--- Records Enclosed Below ---
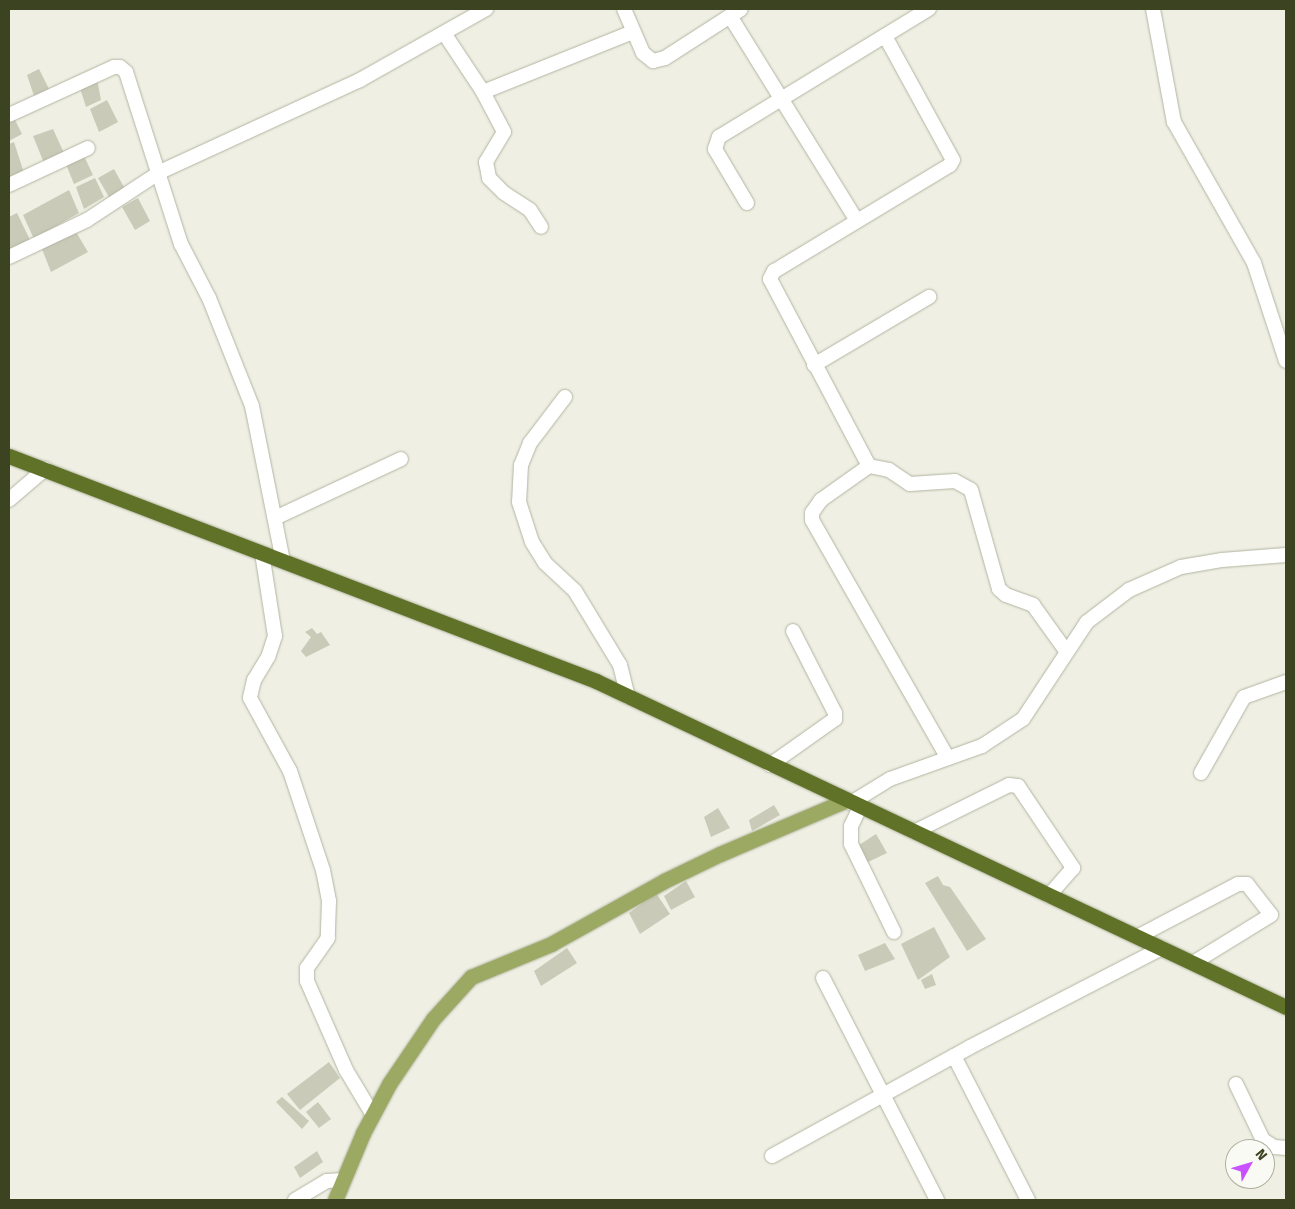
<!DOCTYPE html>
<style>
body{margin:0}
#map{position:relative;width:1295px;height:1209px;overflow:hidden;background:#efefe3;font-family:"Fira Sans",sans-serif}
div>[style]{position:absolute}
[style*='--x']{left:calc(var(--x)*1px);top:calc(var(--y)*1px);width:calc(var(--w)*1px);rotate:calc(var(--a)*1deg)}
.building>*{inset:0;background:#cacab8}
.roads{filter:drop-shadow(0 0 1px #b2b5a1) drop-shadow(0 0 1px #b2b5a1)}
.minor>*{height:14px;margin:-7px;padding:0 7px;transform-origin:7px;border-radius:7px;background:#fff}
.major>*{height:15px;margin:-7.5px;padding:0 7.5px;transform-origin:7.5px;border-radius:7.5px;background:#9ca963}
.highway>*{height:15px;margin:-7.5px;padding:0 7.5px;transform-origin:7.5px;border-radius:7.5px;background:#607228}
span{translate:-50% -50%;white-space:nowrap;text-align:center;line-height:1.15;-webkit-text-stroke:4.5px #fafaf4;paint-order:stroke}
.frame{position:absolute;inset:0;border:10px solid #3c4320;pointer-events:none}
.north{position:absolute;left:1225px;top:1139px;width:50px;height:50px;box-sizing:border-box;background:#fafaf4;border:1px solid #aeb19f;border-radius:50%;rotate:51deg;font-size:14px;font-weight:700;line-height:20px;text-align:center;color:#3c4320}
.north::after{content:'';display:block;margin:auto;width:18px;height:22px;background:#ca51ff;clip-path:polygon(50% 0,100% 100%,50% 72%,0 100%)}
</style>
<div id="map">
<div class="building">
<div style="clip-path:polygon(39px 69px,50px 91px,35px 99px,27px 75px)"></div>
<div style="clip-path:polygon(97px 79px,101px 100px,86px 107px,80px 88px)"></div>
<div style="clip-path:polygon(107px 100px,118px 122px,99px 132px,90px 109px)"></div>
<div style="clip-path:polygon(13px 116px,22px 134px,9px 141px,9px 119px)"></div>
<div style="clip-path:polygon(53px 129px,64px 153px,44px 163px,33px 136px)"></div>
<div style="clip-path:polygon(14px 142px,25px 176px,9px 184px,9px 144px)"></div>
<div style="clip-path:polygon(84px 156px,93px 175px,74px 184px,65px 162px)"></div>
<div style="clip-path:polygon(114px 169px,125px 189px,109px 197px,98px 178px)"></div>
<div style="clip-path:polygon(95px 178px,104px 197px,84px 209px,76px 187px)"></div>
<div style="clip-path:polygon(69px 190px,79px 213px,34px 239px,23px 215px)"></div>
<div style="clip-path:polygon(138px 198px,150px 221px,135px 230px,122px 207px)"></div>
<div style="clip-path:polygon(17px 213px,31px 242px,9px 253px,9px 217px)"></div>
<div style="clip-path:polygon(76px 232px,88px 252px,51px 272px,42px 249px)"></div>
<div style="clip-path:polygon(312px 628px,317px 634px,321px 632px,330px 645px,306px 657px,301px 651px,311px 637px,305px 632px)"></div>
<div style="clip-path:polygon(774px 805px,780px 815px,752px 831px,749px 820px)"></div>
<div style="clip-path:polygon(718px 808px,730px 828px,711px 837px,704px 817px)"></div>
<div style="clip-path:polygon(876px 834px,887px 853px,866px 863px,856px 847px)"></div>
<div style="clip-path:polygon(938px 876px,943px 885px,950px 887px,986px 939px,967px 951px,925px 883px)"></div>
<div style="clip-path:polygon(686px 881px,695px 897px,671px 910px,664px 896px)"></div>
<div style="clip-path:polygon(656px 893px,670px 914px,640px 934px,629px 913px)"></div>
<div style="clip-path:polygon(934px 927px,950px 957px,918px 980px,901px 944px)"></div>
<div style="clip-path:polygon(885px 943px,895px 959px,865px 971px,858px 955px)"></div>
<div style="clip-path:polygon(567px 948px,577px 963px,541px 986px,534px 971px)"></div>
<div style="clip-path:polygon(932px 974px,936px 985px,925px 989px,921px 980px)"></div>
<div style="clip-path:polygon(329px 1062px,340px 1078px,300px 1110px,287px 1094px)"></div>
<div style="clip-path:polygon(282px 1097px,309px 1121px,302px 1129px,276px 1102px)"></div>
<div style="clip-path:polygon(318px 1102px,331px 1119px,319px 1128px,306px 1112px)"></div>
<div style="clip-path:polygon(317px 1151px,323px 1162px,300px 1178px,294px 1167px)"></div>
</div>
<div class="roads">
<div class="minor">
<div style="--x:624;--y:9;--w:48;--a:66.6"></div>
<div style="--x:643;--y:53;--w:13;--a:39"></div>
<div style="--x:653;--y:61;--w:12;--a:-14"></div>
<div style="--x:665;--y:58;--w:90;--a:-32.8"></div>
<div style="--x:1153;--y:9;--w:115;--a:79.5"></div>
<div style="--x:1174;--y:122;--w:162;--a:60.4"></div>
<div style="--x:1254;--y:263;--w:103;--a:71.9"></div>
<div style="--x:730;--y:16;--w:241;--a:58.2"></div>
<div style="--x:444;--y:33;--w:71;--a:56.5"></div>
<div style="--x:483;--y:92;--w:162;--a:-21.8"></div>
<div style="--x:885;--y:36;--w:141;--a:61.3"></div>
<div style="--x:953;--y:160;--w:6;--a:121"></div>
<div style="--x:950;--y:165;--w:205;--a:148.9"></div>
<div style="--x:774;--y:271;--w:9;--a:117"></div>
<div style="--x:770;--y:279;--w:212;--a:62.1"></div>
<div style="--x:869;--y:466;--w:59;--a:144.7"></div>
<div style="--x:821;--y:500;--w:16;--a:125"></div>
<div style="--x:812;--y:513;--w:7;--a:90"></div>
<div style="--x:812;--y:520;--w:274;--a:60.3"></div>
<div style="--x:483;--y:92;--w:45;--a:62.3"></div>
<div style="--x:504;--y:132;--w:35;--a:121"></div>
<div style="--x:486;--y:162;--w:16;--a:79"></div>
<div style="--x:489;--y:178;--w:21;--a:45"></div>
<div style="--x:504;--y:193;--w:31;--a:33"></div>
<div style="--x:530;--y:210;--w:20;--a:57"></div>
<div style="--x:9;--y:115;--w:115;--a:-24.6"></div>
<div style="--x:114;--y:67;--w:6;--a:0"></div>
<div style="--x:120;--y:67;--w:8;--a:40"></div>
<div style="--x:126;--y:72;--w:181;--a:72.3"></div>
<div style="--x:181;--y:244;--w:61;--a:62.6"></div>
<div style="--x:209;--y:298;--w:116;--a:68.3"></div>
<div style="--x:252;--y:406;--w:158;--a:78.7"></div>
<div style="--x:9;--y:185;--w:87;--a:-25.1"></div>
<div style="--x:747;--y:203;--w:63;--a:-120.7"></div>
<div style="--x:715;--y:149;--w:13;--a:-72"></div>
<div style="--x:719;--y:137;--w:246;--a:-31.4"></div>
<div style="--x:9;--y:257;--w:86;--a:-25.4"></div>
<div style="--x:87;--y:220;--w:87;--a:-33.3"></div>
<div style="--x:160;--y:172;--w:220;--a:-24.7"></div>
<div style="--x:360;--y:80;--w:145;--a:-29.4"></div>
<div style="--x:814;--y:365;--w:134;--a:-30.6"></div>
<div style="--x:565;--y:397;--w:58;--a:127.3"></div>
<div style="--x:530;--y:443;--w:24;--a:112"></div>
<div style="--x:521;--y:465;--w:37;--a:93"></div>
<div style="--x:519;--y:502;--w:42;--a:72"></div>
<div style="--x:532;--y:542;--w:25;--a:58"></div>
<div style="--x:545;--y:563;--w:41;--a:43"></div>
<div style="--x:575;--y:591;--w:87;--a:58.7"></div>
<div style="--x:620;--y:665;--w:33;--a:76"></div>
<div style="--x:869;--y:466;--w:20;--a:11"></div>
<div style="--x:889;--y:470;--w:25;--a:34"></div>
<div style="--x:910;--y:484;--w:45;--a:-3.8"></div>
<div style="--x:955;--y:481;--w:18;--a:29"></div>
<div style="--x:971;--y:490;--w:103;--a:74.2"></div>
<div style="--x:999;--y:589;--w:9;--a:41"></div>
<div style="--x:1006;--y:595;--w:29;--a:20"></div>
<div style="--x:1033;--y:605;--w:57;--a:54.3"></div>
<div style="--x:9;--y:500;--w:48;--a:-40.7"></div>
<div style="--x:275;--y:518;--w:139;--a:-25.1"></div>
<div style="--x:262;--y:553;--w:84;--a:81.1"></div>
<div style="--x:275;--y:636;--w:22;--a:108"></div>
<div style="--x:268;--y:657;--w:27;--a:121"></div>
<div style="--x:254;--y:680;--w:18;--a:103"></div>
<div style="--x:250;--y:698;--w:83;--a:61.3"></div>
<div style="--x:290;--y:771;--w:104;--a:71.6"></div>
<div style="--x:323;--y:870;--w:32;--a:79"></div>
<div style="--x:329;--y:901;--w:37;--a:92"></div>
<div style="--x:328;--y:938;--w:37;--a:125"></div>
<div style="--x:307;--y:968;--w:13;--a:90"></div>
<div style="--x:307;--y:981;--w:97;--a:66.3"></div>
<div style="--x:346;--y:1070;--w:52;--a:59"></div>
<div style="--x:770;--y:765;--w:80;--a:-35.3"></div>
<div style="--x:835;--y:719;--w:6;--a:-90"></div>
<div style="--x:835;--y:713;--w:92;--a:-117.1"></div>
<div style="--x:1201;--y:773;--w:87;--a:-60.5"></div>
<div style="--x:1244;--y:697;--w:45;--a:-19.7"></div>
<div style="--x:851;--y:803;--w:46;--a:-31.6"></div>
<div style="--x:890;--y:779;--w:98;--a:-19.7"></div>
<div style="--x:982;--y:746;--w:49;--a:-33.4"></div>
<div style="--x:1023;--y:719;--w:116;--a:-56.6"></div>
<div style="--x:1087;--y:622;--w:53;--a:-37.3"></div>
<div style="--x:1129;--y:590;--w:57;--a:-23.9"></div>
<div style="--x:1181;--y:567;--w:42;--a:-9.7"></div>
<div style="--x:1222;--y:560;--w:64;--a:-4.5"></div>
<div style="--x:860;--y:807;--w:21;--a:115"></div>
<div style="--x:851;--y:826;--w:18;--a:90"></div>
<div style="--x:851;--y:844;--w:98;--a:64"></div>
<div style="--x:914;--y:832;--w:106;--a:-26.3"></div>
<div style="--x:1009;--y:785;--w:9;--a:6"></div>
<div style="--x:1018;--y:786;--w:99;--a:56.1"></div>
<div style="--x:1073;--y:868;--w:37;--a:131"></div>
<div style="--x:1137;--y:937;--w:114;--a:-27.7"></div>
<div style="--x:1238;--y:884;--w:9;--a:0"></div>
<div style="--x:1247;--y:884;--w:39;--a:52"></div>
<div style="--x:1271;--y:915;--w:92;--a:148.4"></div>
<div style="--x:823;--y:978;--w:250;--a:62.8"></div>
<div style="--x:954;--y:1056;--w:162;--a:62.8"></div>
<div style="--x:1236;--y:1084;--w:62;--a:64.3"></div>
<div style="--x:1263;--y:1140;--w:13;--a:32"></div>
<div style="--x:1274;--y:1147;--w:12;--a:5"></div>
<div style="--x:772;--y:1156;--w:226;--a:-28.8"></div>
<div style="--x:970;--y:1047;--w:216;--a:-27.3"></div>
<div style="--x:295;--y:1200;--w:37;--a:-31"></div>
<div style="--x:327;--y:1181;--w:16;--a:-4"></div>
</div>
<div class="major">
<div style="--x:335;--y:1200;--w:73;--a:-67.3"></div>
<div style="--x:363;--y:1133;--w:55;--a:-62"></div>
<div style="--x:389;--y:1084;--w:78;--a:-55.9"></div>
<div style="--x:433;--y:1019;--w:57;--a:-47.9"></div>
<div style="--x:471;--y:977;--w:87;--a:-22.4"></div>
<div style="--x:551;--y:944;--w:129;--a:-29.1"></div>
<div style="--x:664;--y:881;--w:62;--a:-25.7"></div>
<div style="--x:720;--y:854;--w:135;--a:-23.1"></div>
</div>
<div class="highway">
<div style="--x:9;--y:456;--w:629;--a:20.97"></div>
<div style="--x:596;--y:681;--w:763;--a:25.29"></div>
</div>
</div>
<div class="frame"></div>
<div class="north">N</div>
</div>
--- End of Enclosed Records ---
Work task: Which lines above carry the string "solid"? Copy those lines.

Solved problem:
.frame{position:absolute;inset:0;border:10px solid #3c4320;pointer-events:none}
.north{position:absolute;left:1225px;top:1139px;width:50px;height:50px;box-sizing:border-box;background:#fafaf4;border:1px solid #aeb19f;border-radius:50%;rotate:51deg;font-size:14px;font-weight:700;line-height:20px;text-align:center;color:#3c4320}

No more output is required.